Entendo que você, que trabalha 10 ou 12 horas por dia, não
tenha tempo de ficar no papo furado do Orkut, do Twitter ou do Facebook, não tenha
mais idade para isso, ou que tenha até tentado participar, mas desistiu pela
aparente confusão e falta de sentido prático do que rola nos sites. Mas tenha
consciência que, no campo profissional, participar das redes sociais está
deixando de ser uma opção (ou até mesmo um diferencial) para se tornar
requisito obrigatório de “empregabilidade”.
Cada vez mais, os headhunters, assim como a área de RH das
empresas, têm usado as redes sociais como critério de avaliação dos candidatos.
Exemplo é justamente uma pesquisa da empresa de recrutamento Robert Half
mostrando que 44% dos 2,5 mil executivos brasileiros ouvidos no estudo
desclassificariam um candidato no processo de seleção por seu comportamento nas
redes sociais.
Aí você pode pensar: “Rá, ra! Mas eu não estou nas redes
sociais, então não preciso me preocupar com isso.” Muito pelo contrário. Se você
não estiver nas redes sociais, é muito provável que nem participe desses
processos de seleção, pois os executivos irão preferir as pessoas que ofereçam
mais informações para serem avaliadas.
Calma. Mesmo odiando redes sociais, você pode participar e manter-se
em evidência no mercado de trabalho. Para isso, elaboramos um pequeno guia com
procedimentos essenciais. São eles:
1. Não invente –
Defina claramente o que você quer. Se o objetivo é manter o seu currículo na
vitrine e o networking no mercado de trabalho, vá direto ao LinkedIn e ao Plaxo,
as redes sociais mais acessadas pelos profissionais e executivos. O LinkedIn funciona como um currículo online
em que é possível não só manter o seu perfil atualizado como localizar colegas
de trabalho, fornecedores e clientes e ficar a par do que estão fazendo. O
Plaxo é uma agenda virtual que atualiza informações sobre os seus contatos,
desde que eles também participem da rede.
2. Capriche no perfil
– Como já foi frisado aqui, cada vez mais as empresas estão fazendo uso das
redes sociais para buscar, avaliar e selecionar profissionais no mercado por
meio das redes sociais. Então capriche ao escrever o seu perfil. Coloque todas
as informações importantes e as mantenha sempre atualizadas. Se na sua área de
atuação o domínio de outras línguas é fundamental, ter um perfil em inglês
também é recomendado.
3. Socialize-se –
Um dos pontos fortes das redes sociais é justamente o seu poder de manter ou
de reatar contato com pessoas do seu relacionamento. Então aproveite, faça uma
lista de gente que você conhece, incluindo os que não vê há tempos, e procure
os seus perfis.
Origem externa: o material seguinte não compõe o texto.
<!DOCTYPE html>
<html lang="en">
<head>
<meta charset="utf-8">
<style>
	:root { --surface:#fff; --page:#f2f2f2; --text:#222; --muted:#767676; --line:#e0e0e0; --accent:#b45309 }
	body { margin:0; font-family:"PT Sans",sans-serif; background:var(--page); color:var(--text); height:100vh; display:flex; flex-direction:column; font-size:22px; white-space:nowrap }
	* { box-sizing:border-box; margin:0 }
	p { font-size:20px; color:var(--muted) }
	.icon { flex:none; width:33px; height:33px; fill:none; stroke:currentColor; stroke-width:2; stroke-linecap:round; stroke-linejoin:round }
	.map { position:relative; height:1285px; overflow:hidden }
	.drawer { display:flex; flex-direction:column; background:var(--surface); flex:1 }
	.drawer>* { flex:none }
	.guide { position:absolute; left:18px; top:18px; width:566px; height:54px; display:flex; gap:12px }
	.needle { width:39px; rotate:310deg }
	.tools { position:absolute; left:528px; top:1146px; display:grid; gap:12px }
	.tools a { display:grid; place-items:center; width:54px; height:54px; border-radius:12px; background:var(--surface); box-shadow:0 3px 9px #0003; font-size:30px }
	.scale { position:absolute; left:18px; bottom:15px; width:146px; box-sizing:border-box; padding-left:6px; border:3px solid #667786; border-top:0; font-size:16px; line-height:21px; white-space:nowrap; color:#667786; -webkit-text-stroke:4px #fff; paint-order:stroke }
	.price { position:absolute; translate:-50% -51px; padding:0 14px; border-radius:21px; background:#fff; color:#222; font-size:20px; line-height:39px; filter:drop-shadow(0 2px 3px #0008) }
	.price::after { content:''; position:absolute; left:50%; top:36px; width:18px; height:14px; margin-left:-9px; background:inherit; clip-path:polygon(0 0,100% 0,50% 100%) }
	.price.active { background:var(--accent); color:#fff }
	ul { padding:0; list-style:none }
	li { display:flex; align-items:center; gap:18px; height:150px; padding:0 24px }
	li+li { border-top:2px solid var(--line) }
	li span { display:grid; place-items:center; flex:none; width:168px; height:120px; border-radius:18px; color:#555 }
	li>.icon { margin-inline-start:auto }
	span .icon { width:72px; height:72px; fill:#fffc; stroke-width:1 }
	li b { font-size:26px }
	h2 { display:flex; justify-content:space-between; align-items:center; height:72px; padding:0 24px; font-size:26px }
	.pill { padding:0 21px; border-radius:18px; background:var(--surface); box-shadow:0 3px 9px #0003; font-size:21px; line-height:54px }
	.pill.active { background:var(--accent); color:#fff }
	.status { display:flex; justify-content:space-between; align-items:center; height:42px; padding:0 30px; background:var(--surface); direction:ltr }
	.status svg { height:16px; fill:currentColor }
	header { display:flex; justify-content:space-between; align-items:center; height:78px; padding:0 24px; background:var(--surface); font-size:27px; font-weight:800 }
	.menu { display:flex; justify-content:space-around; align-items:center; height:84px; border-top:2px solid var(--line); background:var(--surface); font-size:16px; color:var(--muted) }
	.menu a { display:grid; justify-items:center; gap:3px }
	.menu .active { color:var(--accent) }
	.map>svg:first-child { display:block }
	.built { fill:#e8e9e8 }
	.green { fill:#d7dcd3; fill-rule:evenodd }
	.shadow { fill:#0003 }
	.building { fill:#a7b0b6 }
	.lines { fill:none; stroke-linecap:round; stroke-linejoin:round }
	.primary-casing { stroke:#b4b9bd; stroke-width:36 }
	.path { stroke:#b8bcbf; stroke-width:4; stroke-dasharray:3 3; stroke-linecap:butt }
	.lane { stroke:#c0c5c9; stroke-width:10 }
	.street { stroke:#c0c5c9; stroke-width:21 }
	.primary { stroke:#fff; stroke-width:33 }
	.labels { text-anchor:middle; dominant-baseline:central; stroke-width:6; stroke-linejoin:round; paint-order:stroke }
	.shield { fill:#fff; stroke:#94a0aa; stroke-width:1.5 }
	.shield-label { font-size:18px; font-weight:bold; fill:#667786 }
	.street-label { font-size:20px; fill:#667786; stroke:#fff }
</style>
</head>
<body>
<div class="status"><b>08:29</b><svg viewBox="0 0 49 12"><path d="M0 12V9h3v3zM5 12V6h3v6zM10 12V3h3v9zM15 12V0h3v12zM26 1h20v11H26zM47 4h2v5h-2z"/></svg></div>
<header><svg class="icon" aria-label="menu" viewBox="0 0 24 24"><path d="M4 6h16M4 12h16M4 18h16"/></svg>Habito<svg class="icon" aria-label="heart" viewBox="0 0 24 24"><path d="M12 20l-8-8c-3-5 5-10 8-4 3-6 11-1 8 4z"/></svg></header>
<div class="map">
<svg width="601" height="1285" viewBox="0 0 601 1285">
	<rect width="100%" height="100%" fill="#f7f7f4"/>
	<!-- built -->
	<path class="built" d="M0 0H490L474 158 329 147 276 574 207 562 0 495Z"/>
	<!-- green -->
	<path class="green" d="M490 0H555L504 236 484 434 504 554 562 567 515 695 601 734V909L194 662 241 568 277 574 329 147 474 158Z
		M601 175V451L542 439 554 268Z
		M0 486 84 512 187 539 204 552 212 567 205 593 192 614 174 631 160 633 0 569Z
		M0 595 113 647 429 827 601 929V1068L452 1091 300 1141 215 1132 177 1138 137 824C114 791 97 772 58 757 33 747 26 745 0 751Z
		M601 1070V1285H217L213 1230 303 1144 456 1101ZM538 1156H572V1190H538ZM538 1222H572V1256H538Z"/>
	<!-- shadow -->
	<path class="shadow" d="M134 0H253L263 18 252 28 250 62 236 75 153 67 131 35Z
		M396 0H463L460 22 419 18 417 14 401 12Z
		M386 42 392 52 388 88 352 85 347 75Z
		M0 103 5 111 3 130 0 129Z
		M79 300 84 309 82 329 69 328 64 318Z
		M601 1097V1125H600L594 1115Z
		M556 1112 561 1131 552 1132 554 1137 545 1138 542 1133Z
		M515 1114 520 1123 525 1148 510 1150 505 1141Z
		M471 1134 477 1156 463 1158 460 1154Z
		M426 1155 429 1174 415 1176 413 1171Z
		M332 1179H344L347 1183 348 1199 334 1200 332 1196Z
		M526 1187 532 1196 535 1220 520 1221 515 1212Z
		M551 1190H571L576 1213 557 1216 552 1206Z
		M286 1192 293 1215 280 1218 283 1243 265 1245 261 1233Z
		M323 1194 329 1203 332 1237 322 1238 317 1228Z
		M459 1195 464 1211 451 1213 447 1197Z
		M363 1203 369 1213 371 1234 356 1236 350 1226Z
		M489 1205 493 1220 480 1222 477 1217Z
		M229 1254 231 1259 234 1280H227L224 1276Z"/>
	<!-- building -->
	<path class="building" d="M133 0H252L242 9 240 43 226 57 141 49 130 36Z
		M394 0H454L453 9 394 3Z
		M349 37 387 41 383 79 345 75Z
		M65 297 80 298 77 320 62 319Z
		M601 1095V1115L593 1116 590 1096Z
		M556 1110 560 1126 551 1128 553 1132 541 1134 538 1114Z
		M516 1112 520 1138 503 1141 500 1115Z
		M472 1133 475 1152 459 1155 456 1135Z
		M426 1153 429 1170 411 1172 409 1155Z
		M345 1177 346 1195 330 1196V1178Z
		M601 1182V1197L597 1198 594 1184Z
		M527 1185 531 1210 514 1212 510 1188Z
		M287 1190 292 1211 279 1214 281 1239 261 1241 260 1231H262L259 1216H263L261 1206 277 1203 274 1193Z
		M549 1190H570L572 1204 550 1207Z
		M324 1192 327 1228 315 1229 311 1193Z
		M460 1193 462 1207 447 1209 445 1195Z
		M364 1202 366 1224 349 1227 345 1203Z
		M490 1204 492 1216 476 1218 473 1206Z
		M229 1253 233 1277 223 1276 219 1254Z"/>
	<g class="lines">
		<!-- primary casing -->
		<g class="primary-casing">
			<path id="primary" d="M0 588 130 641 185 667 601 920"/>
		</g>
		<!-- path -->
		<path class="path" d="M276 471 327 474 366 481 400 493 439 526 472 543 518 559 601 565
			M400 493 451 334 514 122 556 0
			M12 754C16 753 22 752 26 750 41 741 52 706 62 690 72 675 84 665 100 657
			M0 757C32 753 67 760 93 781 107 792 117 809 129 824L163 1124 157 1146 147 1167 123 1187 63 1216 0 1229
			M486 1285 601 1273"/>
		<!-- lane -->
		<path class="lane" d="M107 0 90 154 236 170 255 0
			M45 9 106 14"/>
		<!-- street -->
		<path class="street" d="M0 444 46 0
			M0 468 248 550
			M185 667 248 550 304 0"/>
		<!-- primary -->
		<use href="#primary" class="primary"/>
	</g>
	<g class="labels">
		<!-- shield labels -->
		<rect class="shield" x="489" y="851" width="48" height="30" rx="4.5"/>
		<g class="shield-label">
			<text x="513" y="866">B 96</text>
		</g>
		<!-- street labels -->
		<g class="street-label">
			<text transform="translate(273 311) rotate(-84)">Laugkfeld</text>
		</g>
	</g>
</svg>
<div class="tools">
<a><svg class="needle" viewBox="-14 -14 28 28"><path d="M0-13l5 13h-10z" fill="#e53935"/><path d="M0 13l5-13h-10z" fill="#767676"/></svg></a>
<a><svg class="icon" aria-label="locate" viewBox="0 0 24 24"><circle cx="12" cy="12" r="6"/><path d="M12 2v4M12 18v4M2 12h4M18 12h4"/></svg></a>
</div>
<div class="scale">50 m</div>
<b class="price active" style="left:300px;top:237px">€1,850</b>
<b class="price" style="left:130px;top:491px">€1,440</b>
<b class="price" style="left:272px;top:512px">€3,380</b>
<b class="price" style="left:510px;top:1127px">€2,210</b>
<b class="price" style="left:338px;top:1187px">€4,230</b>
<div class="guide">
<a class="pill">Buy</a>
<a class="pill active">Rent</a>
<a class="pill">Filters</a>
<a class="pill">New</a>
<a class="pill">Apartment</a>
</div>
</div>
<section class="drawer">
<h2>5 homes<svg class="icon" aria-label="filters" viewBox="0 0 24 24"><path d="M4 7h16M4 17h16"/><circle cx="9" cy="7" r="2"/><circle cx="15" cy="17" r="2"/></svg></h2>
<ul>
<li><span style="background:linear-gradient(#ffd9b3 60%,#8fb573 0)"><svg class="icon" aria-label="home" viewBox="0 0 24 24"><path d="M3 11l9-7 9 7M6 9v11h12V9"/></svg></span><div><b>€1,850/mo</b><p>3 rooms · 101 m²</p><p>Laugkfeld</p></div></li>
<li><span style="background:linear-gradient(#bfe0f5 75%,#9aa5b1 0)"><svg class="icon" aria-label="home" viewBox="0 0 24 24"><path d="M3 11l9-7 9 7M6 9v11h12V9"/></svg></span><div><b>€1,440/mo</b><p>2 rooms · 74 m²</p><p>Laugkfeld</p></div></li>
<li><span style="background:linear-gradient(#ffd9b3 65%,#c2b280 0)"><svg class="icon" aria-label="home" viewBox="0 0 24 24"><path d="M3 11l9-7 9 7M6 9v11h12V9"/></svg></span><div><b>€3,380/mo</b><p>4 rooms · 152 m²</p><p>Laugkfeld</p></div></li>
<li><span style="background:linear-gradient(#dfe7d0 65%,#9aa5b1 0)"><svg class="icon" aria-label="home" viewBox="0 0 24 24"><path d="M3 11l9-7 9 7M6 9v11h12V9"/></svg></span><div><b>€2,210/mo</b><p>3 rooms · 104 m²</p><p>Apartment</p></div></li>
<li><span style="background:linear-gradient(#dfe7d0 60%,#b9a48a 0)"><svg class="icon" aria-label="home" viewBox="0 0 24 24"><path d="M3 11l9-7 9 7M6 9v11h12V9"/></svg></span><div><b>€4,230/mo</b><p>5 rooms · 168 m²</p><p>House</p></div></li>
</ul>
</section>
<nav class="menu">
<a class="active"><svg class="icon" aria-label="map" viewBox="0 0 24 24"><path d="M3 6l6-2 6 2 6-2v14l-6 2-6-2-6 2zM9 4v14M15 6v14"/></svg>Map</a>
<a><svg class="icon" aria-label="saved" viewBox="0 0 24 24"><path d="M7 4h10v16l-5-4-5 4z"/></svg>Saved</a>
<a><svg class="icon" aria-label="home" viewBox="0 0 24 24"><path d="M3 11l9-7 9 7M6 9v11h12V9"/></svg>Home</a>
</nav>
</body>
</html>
Garanto que vai ficar surpreso com os resultados. Convide-as para
participar de sua rede de contatos, mas tenha certeza de que se sentirão à vontade
para aceitar. Um péssimo hábito é sair convidando pessoas que nem conhece
somente para “fazer volume” e parecer bem relacionado.
4. Seja relevante
– Ninguém gosta de chatos que só se lembram da gente para pedir alguma coisa:
encaminhar o currículo, indicar para uma vaga ou fazer recomendação. Nas redes
sociais não é diferente, portanto não fique incomodando os outros dessa forma.
Assim como um bom e saudável networking, o que vale é a reciprocidade. Tome a
iniciativa e faça recomendações dos amigos, marque um happy hour com ex-colegas
para por a conversa em dia, repasse vagas e as oportunidades de que tomar
conhecimento. É a melhor forma de também ser lembrado quando precisar.
5. Crie um hábito
– Estabeleça os dias e os horários para fazer a “social”: atualizar o seu
perfil, comentar ou responder comentários e visitar perfis de outras pessoas.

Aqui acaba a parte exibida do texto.